1. Glutamate receptors and synaptic physiology

In our lab we are interested in understanding the main control switch of the nervous system - the synapse.

With its powerful genetic toolkit, the fruit-fly Drosophila is an ideal model system for investigating synaptic biology and for identifying novel regulators of synaptic physiology that are also relevant to humans; at the primary amino acid level, Drosophila synaptic proteins share >70% similarity with their mammalian counterparts.

The neuromuscular junction (NMJ) innervating body wall muscles of developing Drosophila larvae is a complex synapse composed of muscle, neuronal and glial cells that shares many functional similarities with mammalian synapses, including mechanisms governing synaptic transmission and molecular processes underlying presynaptic vesicle release and postsynaptic receptor function. Because of their large size and accessibility, these excitatory, glutamatergic synapses are amenable to a range of electrophysiological, genetic, molecular and imaging analyses (all of which we use).

In our most recent work, we identified new factors governing synapse formation, neuronal morphology and muscle function in flies and mammalian cells and continue to search for novel regulators of synaptic function under both normal and pathological conditions.

Figure 1: A 3D image of the Drosophila larval neuromuscular junction. Motoneurons are shown in red, (postsynaptic) glutamate receptors in green. Muscle fibres innervated by the NMJ are not shown.

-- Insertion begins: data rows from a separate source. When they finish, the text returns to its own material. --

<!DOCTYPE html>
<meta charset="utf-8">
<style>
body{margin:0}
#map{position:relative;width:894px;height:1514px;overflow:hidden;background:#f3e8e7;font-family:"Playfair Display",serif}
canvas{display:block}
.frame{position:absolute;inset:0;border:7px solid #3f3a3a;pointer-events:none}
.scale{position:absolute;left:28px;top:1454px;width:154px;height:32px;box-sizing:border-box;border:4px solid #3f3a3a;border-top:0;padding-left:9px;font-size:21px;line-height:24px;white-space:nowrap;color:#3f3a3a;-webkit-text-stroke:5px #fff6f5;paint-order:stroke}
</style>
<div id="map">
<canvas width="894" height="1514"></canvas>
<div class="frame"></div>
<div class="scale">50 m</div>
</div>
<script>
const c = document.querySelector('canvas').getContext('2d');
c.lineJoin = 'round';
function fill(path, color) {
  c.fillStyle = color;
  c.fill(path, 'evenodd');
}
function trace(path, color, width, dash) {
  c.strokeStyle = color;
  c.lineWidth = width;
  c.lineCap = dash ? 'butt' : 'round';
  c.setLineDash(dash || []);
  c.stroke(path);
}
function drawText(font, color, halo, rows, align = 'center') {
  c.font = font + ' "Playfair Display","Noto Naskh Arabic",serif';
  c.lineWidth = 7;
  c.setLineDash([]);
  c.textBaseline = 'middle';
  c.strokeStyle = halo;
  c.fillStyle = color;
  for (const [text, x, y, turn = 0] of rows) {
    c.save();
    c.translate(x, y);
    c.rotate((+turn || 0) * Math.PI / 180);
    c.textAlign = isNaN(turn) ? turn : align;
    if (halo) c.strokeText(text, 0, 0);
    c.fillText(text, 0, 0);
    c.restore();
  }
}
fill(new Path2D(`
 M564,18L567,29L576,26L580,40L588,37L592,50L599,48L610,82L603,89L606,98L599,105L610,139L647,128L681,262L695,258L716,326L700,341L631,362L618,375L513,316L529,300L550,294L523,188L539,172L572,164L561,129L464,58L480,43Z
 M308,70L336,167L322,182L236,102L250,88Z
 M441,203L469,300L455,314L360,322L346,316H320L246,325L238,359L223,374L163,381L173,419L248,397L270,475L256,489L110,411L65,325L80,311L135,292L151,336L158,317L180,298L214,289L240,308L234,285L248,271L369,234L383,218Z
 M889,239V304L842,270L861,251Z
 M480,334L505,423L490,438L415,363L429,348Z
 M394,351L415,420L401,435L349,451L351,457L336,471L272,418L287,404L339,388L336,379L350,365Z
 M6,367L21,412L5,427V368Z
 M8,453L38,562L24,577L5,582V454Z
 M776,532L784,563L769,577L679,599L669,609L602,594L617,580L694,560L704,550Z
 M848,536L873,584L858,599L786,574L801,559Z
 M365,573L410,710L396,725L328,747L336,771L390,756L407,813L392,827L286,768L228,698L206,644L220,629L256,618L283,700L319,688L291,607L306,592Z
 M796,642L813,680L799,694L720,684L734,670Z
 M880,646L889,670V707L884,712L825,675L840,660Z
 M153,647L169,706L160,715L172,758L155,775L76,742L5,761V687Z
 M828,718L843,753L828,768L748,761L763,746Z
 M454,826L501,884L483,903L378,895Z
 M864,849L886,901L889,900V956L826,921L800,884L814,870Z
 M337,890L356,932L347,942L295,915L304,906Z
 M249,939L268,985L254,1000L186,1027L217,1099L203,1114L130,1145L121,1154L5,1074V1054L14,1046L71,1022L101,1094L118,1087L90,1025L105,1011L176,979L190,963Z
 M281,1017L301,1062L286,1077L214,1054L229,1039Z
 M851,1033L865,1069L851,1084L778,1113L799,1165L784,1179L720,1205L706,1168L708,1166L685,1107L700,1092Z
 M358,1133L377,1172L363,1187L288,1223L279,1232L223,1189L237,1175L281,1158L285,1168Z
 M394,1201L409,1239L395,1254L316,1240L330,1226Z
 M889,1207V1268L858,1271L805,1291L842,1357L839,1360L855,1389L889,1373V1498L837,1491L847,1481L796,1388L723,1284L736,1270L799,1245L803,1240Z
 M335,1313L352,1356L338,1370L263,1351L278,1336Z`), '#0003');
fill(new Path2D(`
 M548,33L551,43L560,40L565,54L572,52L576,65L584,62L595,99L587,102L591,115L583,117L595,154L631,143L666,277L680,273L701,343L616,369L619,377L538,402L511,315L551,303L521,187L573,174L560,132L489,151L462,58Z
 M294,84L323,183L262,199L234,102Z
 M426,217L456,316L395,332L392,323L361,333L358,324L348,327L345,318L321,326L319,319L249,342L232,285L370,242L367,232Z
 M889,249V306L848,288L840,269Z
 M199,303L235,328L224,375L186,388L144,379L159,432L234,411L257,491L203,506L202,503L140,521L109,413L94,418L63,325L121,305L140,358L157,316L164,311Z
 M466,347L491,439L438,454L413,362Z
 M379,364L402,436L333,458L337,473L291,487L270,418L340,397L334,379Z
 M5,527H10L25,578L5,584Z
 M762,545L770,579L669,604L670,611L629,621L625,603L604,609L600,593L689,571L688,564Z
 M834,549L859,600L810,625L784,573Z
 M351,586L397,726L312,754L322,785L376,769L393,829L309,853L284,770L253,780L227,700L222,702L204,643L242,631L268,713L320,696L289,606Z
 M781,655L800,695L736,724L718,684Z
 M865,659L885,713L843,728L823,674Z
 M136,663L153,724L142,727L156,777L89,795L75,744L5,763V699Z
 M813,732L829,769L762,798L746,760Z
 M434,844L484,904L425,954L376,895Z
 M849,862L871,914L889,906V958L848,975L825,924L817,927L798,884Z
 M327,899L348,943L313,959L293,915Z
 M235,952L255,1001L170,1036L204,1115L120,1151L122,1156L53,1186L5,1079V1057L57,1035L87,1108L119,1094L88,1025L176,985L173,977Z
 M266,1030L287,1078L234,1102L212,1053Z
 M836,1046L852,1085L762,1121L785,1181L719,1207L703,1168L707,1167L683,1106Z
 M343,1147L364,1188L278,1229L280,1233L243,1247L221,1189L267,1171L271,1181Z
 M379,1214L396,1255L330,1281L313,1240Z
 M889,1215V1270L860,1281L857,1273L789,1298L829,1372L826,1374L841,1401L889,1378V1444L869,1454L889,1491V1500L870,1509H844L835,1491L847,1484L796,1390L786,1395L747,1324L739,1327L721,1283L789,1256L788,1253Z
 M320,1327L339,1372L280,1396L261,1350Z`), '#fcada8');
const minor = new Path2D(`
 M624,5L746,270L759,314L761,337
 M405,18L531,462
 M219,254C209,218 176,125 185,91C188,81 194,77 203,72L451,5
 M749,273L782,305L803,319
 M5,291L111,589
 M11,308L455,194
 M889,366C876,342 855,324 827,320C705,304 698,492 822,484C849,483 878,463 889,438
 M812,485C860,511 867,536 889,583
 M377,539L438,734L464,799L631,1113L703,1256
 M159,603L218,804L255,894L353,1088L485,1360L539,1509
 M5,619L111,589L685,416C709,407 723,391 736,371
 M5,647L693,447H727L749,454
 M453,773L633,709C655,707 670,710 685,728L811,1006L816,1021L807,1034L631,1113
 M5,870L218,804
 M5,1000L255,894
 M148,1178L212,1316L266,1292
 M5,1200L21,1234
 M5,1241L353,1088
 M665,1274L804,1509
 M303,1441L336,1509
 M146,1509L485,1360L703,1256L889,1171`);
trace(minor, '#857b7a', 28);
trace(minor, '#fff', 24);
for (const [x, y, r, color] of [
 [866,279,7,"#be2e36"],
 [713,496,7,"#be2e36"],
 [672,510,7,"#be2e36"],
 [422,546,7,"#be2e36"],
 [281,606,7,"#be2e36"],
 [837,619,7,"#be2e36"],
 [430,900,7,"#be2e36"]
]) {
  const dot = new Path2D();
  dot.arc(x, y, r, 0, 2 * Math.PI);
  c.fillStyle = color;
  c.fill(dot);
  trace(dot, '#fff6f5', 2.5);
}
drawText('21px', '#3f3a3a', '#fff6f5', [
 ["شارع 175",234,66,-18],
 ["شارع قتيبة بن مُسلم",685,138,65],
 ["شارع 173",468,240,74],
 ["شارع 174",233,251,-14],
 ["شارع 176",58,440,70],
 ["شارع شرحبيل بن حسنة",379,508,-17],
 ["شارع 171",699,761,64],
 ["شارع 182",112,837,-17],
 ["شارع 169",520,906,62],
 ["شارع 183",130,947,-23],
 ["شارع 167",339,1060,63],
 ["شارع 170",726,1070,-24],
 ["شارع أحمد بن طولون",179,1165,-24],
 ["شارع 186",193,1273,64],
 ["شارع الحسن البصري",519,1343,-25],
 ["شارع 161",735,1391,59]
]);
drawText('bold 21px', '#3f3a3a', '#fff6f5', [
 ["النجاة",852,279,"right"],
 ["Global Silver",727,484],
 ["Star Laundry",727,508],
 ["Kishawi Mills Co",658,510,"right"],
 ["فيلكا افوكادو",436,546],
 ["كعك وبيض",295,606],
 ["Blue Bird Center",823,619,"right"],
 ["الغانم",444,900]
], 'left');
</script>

2. Ageing and ageing-associated diseases

Increasing longevity and improving physical and cognitive performance in old age is one of the main goals of biological ageing research. D. melanogaster is one of the most important model organisms for studying ageing, critical for identifying genetic, pharmacological and nutritional interventions that can extend lifespan in complex organisms. Many of these interventions, such as reduced insulin signalling or dietary restriction, can also alleviate pathological changes in various animal disease models, indicating common mechanisms underlying “normal” and pathological ageing.

Recently, we discovered a novel cellular mechanism by which lowered IIS can maintain synaptic transmission in a neuronal circuit during ageing (Fig. 2), pointing to new avenues for therapeutic interventions into ageing-related neuronal disorders. In addition, we use behavioural, molecular and computational approaches to investigate recently identified plant-based compounds for their possible anti-ageing effects both in healthy flies and in various Drosophila models of human neurodegenerative diseases.

Figure 2: Age-related loss of gap junctions in the Drosophila escape-response circuit leads to reduced physiological output in old flies. Attenuation of insulin signalling stimulates Rab-mediated recycling of gap junctional components, preventing the circuit’s functional decline (Augustin et al., 2017).